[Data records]
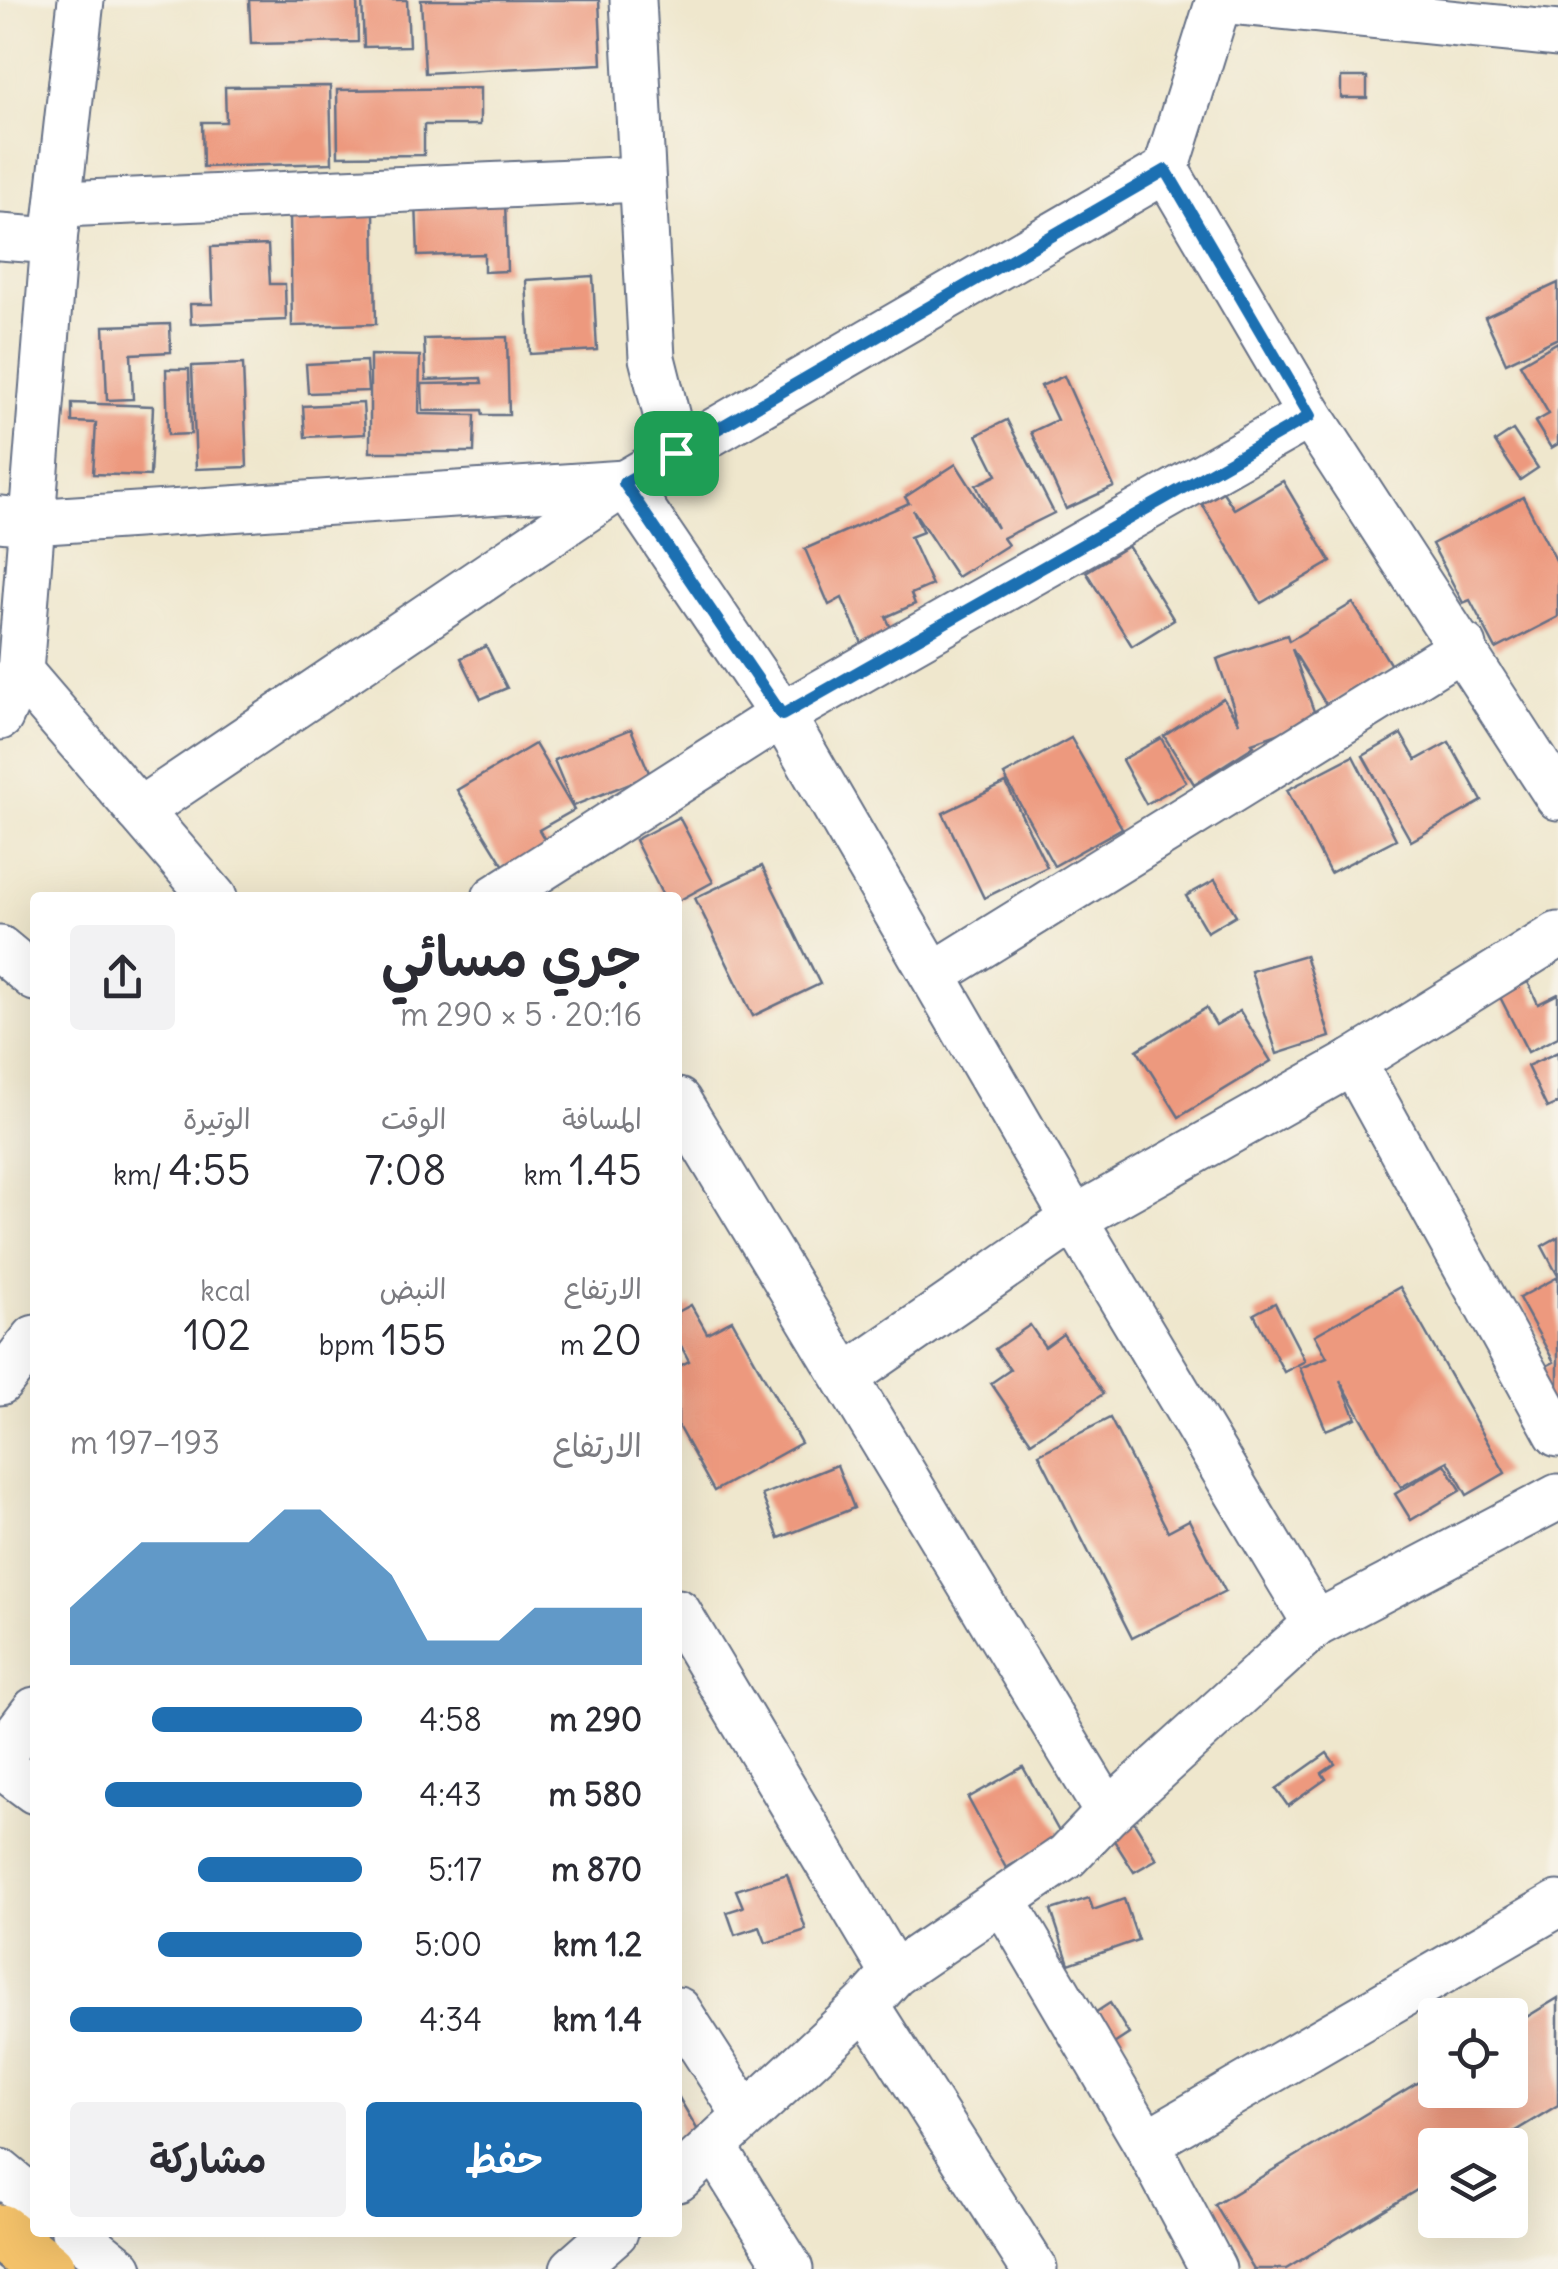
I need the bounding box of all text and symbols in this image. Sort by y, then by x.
pin [634,411,719,496]
icon: arrive [649,426,704,481]
text: جري مسائي [381,922,642,991]
button: share [70,925,175,1030]
text: 20:16 · 5 × 290 m [400,994,642,1035]
text: الوتيرة [183,1101,251,1137]
text: الوقت [381,1101,446,1137]
text: المسافة [562,1101,642,1137]
text: 4:55 [169,1144,251,1196]
text: 7:08 [364,1144,446,1196]
text: 1.45 [569,1144,642,1196]
text: /km [113,1157,169,1193]
text: km [523,1157,569,1193]
text: النبض [379,1271,446,1307]
text: الارتفاع [563,1271,642,1307]
text: kcal [200,1273,251,1309]
text: 102 [183,1309,251,1361]
text: 155 [381,1314,446,1366]
text: 20 [591,1314,642,1366]
text: bpm [319,1327,381,1363]
text: m [560,1327,591,1363]
text: 193–197 m [70,1422,220,1463]
text: الارتفاع [552,1425,642,1466]
text: 4:58 [419,1699,482,1740]
text: 290 m [549,1699,642,1740]
text: 4:43 [420,1774,482,1815]
text: 580 m [548,1774,642,1815]
text: 5:17 [428,1849,482,1890]
text: 870 m [551,1849,642,1890]
text: 5:00 [414,1924,482,1965]
text: 1.2 km [553,1924,642,1965]
map controls [1418,1998,1528,2238]
button: locate [1418,1998,1528,2108]
text: 4:34 [420,1999,482,2040]
text: 1.4 km [553,1999,642,2040]
button: مشاركة [70,2102,346,2217]
button: حفظ [366,2102,642,2217]
button: layers [1418,2128,1528,2238]

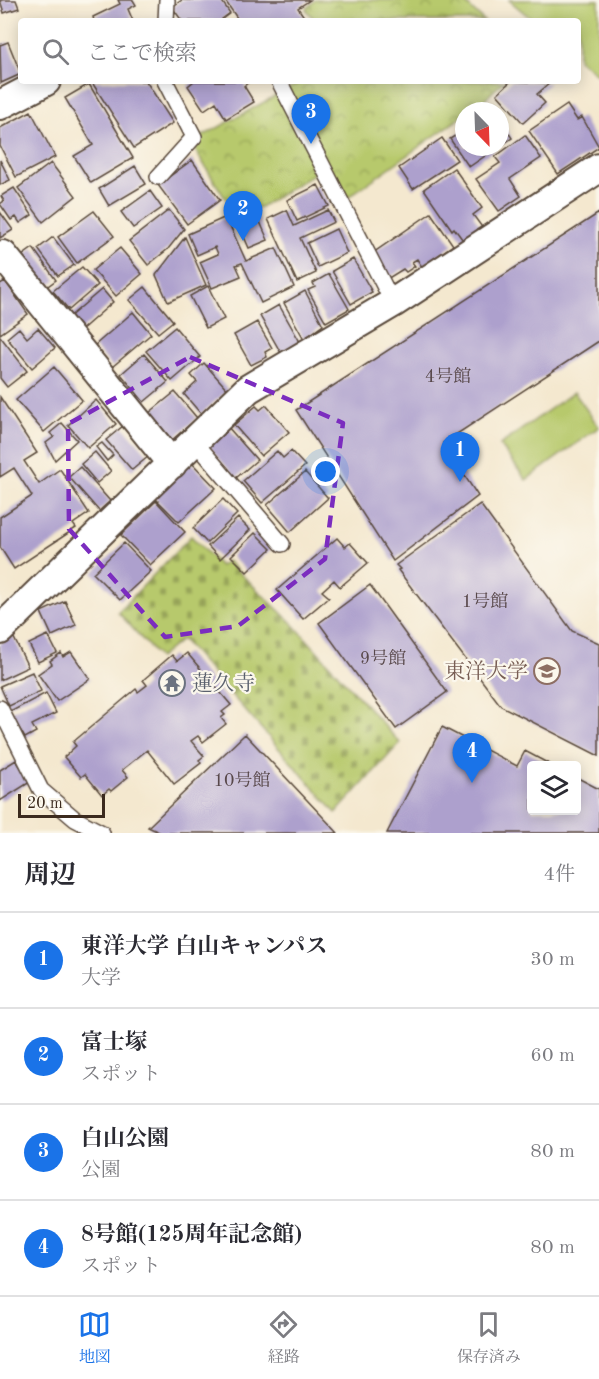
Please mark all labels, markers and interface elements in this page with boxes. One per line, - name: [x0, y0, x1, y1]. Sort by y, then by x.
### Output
- search box: [18, 18, 581, 84]
- icon: search: [39, 35, 72, 68]
- text: ここで検索: [87, 43, 197, 65]
- pin: 3: [292, 94, 330, 144]
- north arrow: [455, 102, 509, 156]
- pin: 2: [224, 192, 262, 241]
- house number: 4号館: [425, 366, 471, 386]
- pin: 1: [440, 432, 480, 482]
- your location: [311, 457, 340, 486]
- house number: 1号館: [462, 591, 508, 611]
- house number: 9号館: [360, 648, 406, 668]
- school or university icon: 東洋大学: [532, 656, 562, 686]
- place label: 東洋大学: [444, 660, 528, 683]
- temple icon: 蓮久寺: [157, 668, 187, 698]
- place label: 蓮久寺: [192, 672, 255, 695]
- pin: 4: [452, 734, 492, 783]
- map controls: [527, 761, 581, 815]
- button: layers: [527, 761, 581, 815]
- house number: 10号館: [214, 770, 270, 790]
- scale bar: [18, 791, 105, 818]
- text: 20 m: [27, 796, 63, 812]
- text: 周辺: [24, 863, 76, 889]
- text: 4件: [543, 865, 575, 885]
- text: 東洋大学 白山キャンパス: [81, 936, 328, 958]
- text: 1: [38, 950, 49, 970]
- text: 30 m: [530, 950, 575, 970]
- text: 大学: [81, 969, 121, 989]
- text: 富士塚: [81, 1032, 147, 1054]
- text: 2: [38, 1046, 49, 1066]
- text: 60 m: [530, 1046, 575, 1066]
- text: スポット: [81, 1065, 161, 1085]
- text: 白山公園: [81, 1128, 169, 1150]
- text: 3: [38, 1142, 49, 1162]
- text: 80 m: [530, 1142, 575, 1162]
- text: 公園: [81, 1161, 121, 1181]
- text: 8号館(125周年記念館): [81, 1224, 302, 1246]
- text: 4: [38, 1238, 49, 1258]
- text: 80 m: [530, 1238, 575, 1258]
- text: スポット: [81, 1257, 161, 1277]
- tab: 地図: [78, 1308, 111, 1368]
- tab: 経路: [267, 1308, 300, 1368]
- tab: 保存済み: [457, 1308, 521, 1368]

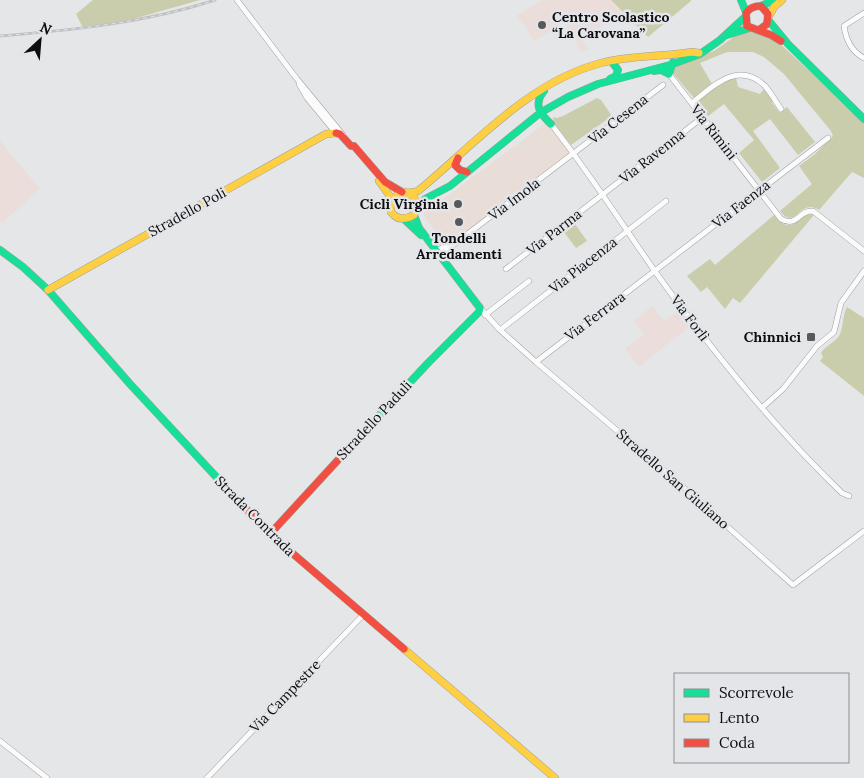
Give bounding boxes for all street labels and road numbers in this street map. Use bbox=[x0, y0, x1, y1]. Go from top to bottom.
street label: Via Cesena bbox=[584, 90, 651, 149]
street label: Via Rimini bbox=[686, 100, 741, 163]
street label: Via Ravenna bbox=[615, 125, 688, 188]
street label: Via Imola bbox=[484, 174, 543, 225]
street label: Via Faenza bbox=[708, 176, 774, 233]
street label: Stradello Poli bbox=[145, 183, 229, 241]
street label: Via Parma bbox=[522, 205, 585, 260]
street label: Via Piacenza bbox=[545, 233, 621, 298]
street label: Via Ferrara bbox=[560, 287, 629, 345]
street label: Via Forlì bbox=[666, 291, 713, 345]
street label: Stradello Paduli bbox=[333, 377, 415, 463]
street label: Stradello San Giuliano bbox=[613, 425, 733, 533]
street label: Strada Contrada bbox=[211, 472, 299, 560]
street label: Via Campestre bbox=[245, 655, 325, 737]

■ Problem
Identify how many lines in the entries above contain the word "controls" and provide only that figure.

■ Task answer
2